Śledząc dzieła europejskich alchemików zauważa się,
że oprócz badania nauk chrześcijańskich interesowali się oni
zwłaszcza takimi postaciami (i ich naukami) jak: Zoroaster (Zaratustra
– reformator religii perskiej), Hermes Trismegistos (legendarny
wtajemniczony Egiptu, któremu przypisywano autorstwo wielu ksiąg),
Pitagoras (częściowo także Heraklit, Platon i Plotyn), Mojżesz,
Salomon np. Jeszcze w wieku XVII wielu alchemików uważało, iż
Mojżesz podczas swego pobytu i otrzymywania arystokratycznego
wychowania w Egipcie zetknął się z naukami Hermesa
Trismegistosa, i nauki te były ważnym źródłem jego
wtajemniczenia. Typowe dla Aleksandrii poszukiwanie wspólnego głębokiego
znaczenia (synkretyzm aleksandryjski), odegrało szczególnie
istotną rolę w kształtowaniu się europejskiej alchemii. Wiele
tekstów, traktowanych wręcz kanonicznie, ma rodowód mniej lub
bardziej egipski. Wymienić tu można Corpus Hermeticum, Tabula
Smaragdina, Anthologium Ioannesa Stobajosa, Picatrix,
Liber Hermetis.
Oprócz Egiptu i kultury duchowej jednego z jego głównych
miast – Aleksandrii, na rozwój alchemii europejskiej miały wpływ
poszukiwania uczonych, mistyków i alchemików ze świata Islamu,
a zwłaszcza ruchu Sufich. Arabowie wraz z podbojami nowych
terytoriów przyswajali sobie zdobycze duchowe nowych regionów.

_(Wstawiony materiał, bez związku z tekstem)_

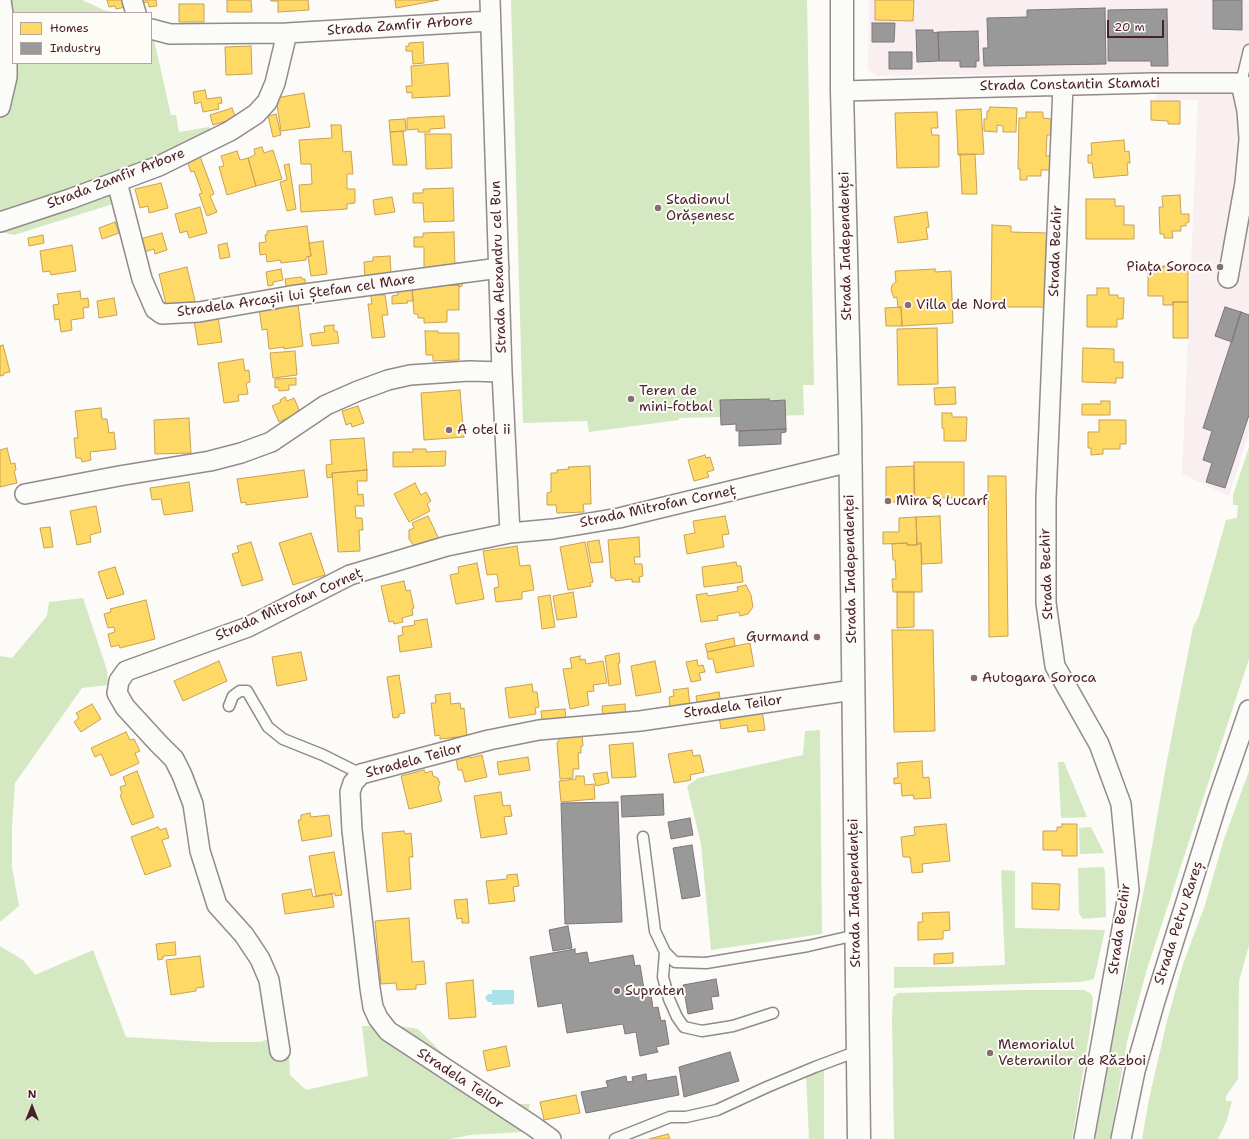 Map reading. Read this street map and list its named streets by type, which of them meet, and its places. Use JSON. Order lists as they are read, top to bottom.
{
  "streets": {
    "main road": ["Strada Independenței"],
    "street": [
      "Strada Zamfir Arbore",
      "Strada Constantin Stamati",
      "Strada Bechir",
      "Strada Alexandru cel Bun",
      "Stradela Arcașii lui Ștefan cel Mare",
      "Strada Mitrofan Corneț",
      "Stradela Teilor",
      "Strada Petru Rareș"
    ]
  },
  "crossings": [
    ["Strada Zamfir Arbore", "Strada Alexandru cel Bun"],
    ["Strada Zamfir Arbore", "Stradela Arcașii lui Ștefan cel Mare"],
    ["Strada Constantin Stamati", "Strada Independenței"],
    ["Strada Constantin Stamati", "Strada Bechir"],
    ["Strada Independenței", "Strada Mitrofan Corneț"],
    ["Strada Independenței", "Stradela Teilor"],
    ["Strada Alexandru cel Bun", "Stradela Arcașii lui Ștefan cel Mare"],
    ["Strada Alexandru cel Bun", "Strada Mitrofan Corneț"]
  ],
  "places": [
    "Stadionul Orășenesc",
    "Piața Soroca",
    "Villa de Nord",
    "Teren de mini-fotbal",
    "A otel ii",
    "Mira & Lucarf",
    "Gurmand",
    "Autogara Soroca",
    "Supraten",
    "Memorialul Veteranilor de Război"
  ],
  "legend": ["Homes", "Industry"],
  "scale_bar": "20 m",
  "north": "top"
} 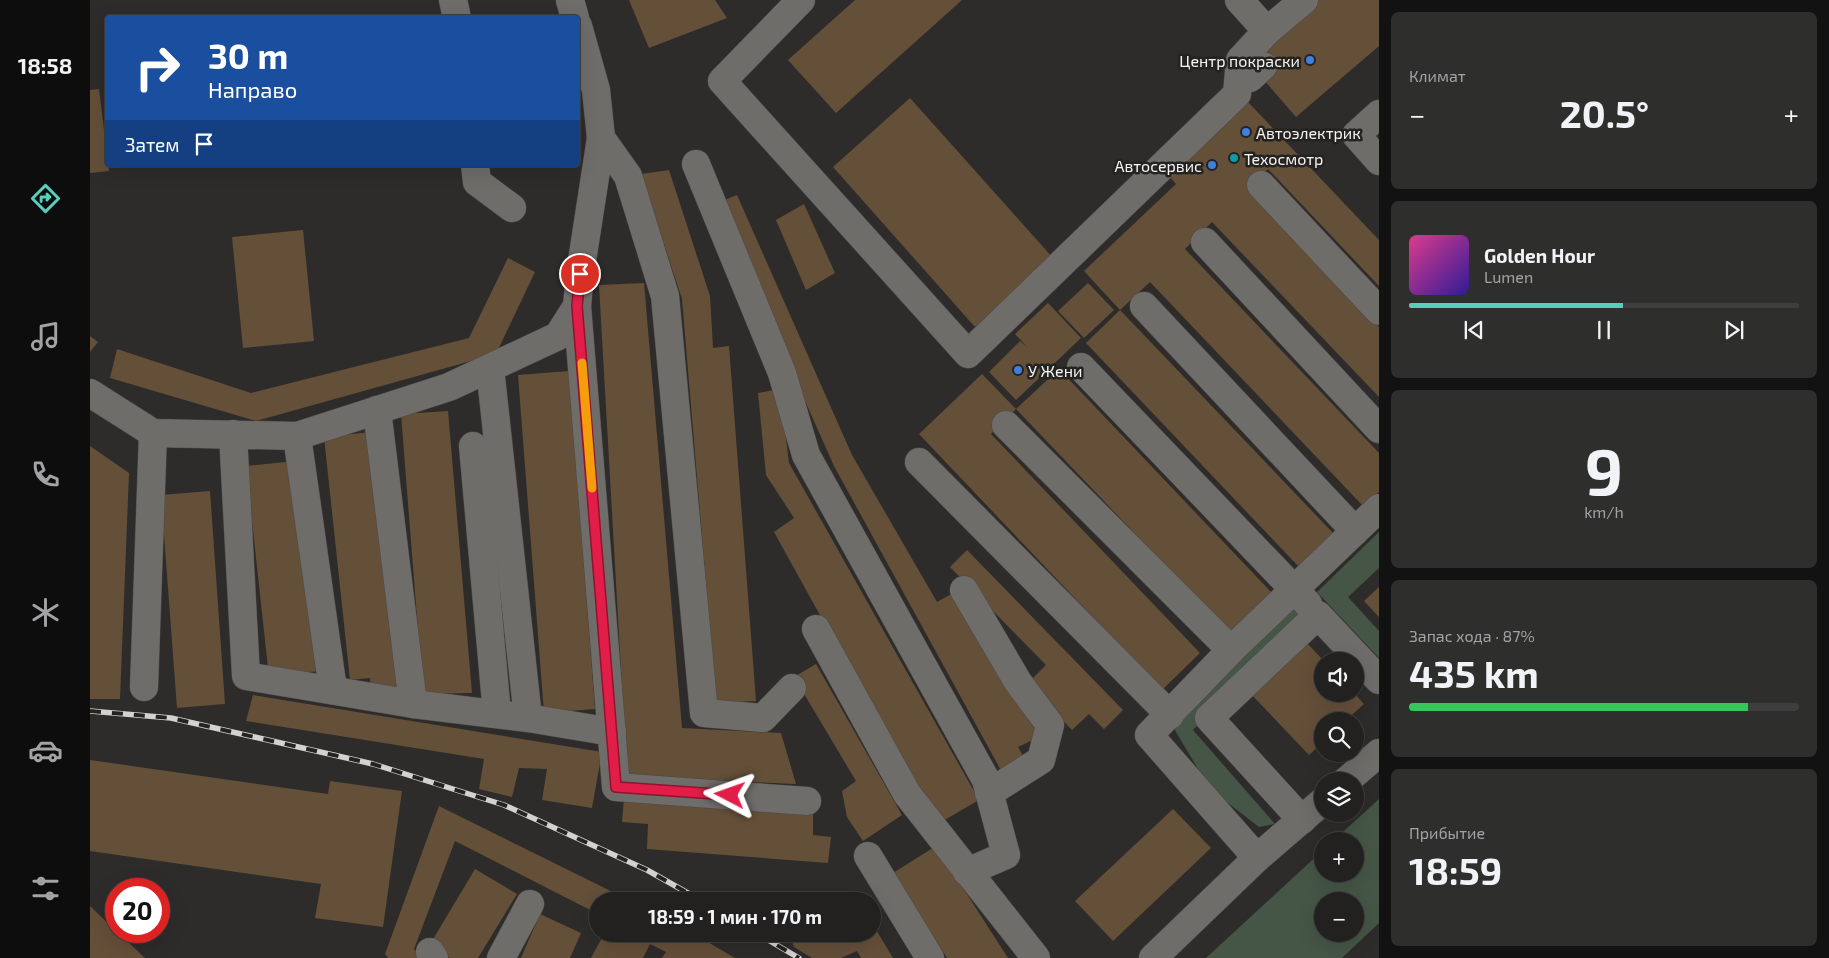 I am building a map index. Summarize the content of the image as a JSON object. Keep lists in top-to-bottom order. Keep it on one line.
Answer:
{"places":["Центр покраски","Автоэлектрик","Техосмотр","Автосервис","У Жени"],"page":{"tabs":"18:58","tile":["Климат",["9","km/h"],["Запас хода · 87%","435 km"],["Прибытие","18:59"]],"turn":["30 m","Направо"],"heat":["−","20.5°","+"],"then":"Затем","song":["Golden Hour","Lumen"],"map_buttons":["+","−"],"limit":"20","trip":"18:59 · 1 мин · 170 m"}} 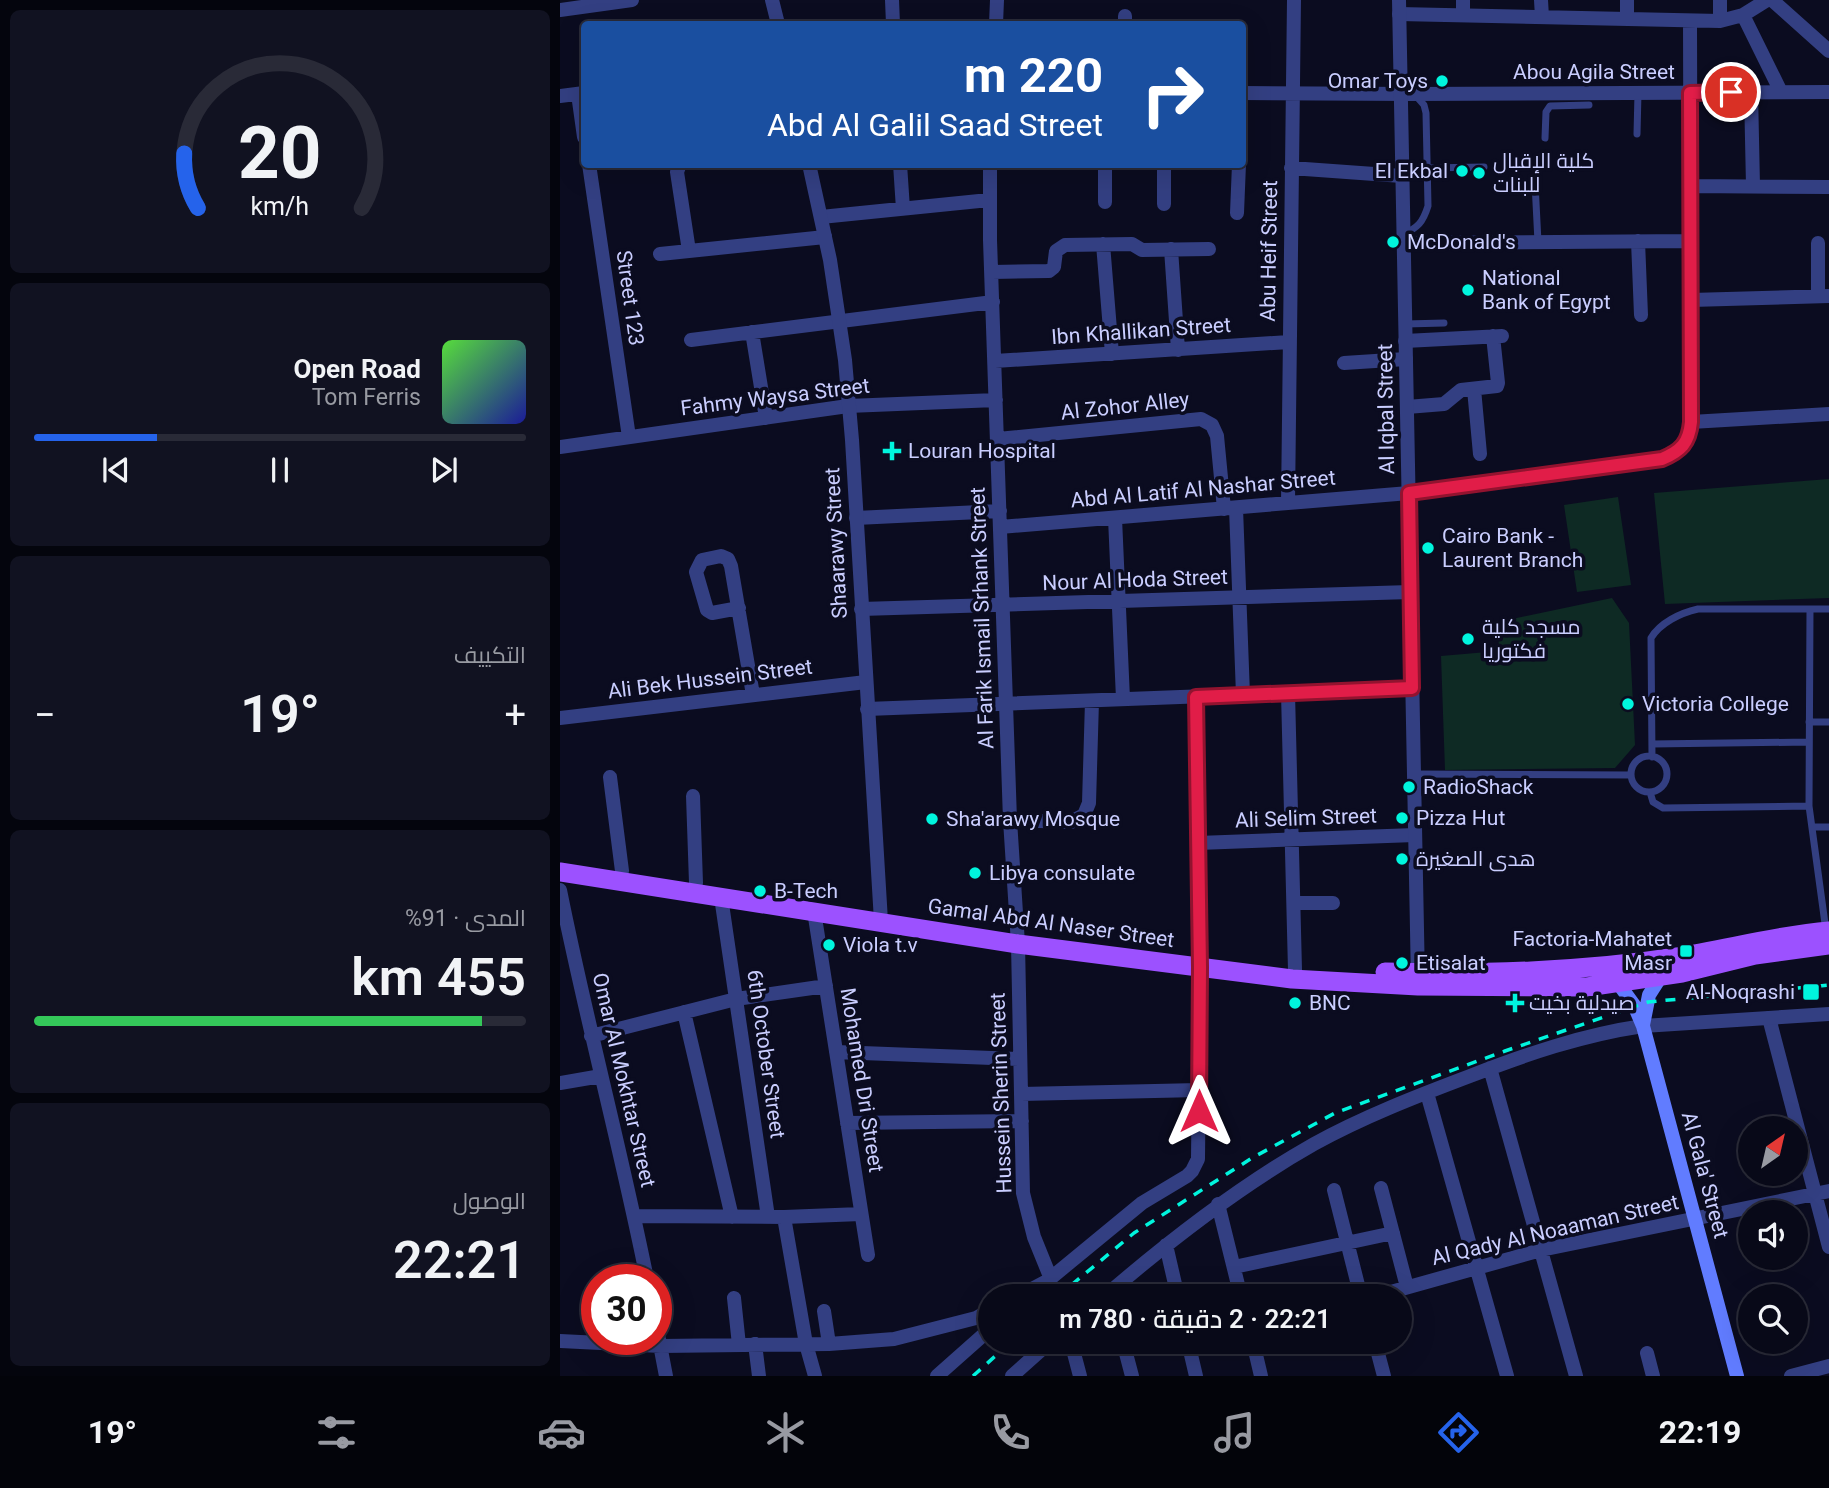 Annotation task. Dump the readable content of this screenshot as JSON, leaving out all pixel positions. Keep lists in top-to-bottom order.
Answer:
{
  "streets": {
    "main road": ["Gamal Abd Al Naser Street", "Al Gala' Street"],
    "street": [
      "Abou Agila Street",
      "Abu Heif Street",
      "Street 123",
      "Ibn Khallikan Street",
      "Fahmy Waysa Street",
      "Al Zohor Alley",
      "Al Iqbal Street",
      "Abd Al Latif Al Nashar Street",
      "Shaarawy Street",
      "Nour Al Hoda Street",
      "Al Farik Ismail Srhank Street",
      "Ali Bek Hussein Street",
      "Ali Selim Street",
      "6th October Street",
      "Omar Al Mokhtar Street",
      "Mohamed Dri Street",
      "Hussein Sherin Street",
      "Al Qady Al Noaaman Street"
    ]
  },
  "crossings": [
    ["Abou Agila Street", "Abu Heif Street"],
    ["Abou Agila Street", "Al Iqbal Street"],
    ["Abu Heif Street", "Ibn Khallikan Street"],
    ["Abu Heif Street", "Abd Al Latif Al Nashar Street"],
    ["Street 123", "Fahmy Waysa Street"],
    ["Ibn Khallikan Street", "Al Farik Ismail Srhank Street"],
    ["Fahmy Waysa Street", "Shaarawy Street"],
    ["Fahmy Waysa Street", "Al Farik Ismail Srhank Street"],
    ["Al Zohor Alley", "Abd Al Latif Al Nashar Street"],
    ["Al Zohor Alley", "Al Farik Ismail Srhank Street"],
    ["Al Iqbal Street", "Abd Al Latif Al Nashar Street"],
    ["Al Iqbal Street", "Nour Al Hoda Street"],
    ["Al Iqbal Street", "Ali Selim Street"],
    ["Al Iqbal Street", "Gamal Abd Al Naser Street"],
    ["Abd Al Latif Al Nashar Street", "Al Farik Ismail Srhank Street"],
    ["Shaarawy Street", "Nour Al Hoda Street"],
    ["Shaarawy Street", "Ali Bek Hussein Street"],
    ["Shaarawy Street", "Gamal Abd Al Naser Street"],
    ["Nour Al Hoda Street", "Al Farik Ismail Srhank Street"],
    ["Al Farik Ismail Srhank Street", "Gamal Abd Al Naser Street"],
    ["Al Farik Ismail Srhank Street", "Hussein Sherin Street"],
    ["Gamal Abd Al Naser Street", "6th October Street"],
    ["Gamal Abd Al Naser Street", "Mohamed Dri Street"],
    ["Gamal Abd Al Naser Street", "Hussein Sherin Street"],
    ["Gamal Abd Al Naser Street", "Al Gala' Street"],
    ["Al Gala' Street", "Al Qady Al Noaaman Street"]
  ],
  "places": {
    "other": [
      "Omar Toys",
      "El Ekbal",
      "كلية الإقبال للبنات",
      "McDonald's",
      "National Bank of Egypt",
      "Cairo Bank - Laurent Branch",
      "مسجد كلية فكتوريا",
      "Victoria College",
      "RadioShack",
      "Pizza Hut",
      "Sha'arawy Mosque",
      "هدى الصغيرة",
      "Libya consulate",
      "B-Tech",
      "Viola t.v",
      "Etisalat",
      "BNC"
    ],
    "health": ["Louran Hospital", "صيدلية بخيت"],
    "transit": ["Factoria-Mahatet Masr", "Al-Noqrashi"]
  },
  "north": "top right",
  "page": {
    "turn": ["220 m", "Abd Al Galil Saad Street"],
    "song": ["Open Road", "Tom Ferris"],
    "tile": [
      "التكييف",
      ["المدى · 91%", "455 km"],
      ["الوصول", "22:21"]
    ],
    "heat": ["−", "19°", "+"],
    "limit": "30",
    "trip": "22:21 · 2 دقيقة · 780 m",
    "tabs": ["22:19", "19°"],
    "gauge": ["20", "km/h"]
  }
}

Żyjący w VIII-mym wieku sufi i alchemik Dżabir
ibn Hajjam napisał szereg dzieł zarówno przyrodniczych, jak
i tajemnych, powołując się zarówno na Szmaragdowe Tablice i myśl
synkretyzmu egipskiego, jak i na alchemię i filozofię rejonu
Chin. Wraz z ekspansją kultury arabskiej w roku 711 (poprzez
Afrykę Północną) do Hiszpanii, duchowe zdobycze Islamu aż do
wieku XIII-go, poprzez takie ośrodki jak Kordoba, Sewilla, Toledo
czy Walencja, intensywnie i głęboko oddziaływały na Europę. W
okresie tym Hiszpania stała się europejskim centrum poszukiwań
alchemicznych. Szczególnie znanymi postaciami tego okresu są biskup
Priscillian, czy działający w Kordobie islamski uczony i mag
Ibn Massara, oraz urodzony w Sewilli i wiele podróżujący
Ibn Arabi. Poważanym alchemikiem islamskim był znany (także
obecnie) medyk i myśliciel Awicenna.
Trzecim źródłem nauk duchowych, które szczególnie
istotnie wpłynęły na alchemię Europy był mistycyzm żydowski.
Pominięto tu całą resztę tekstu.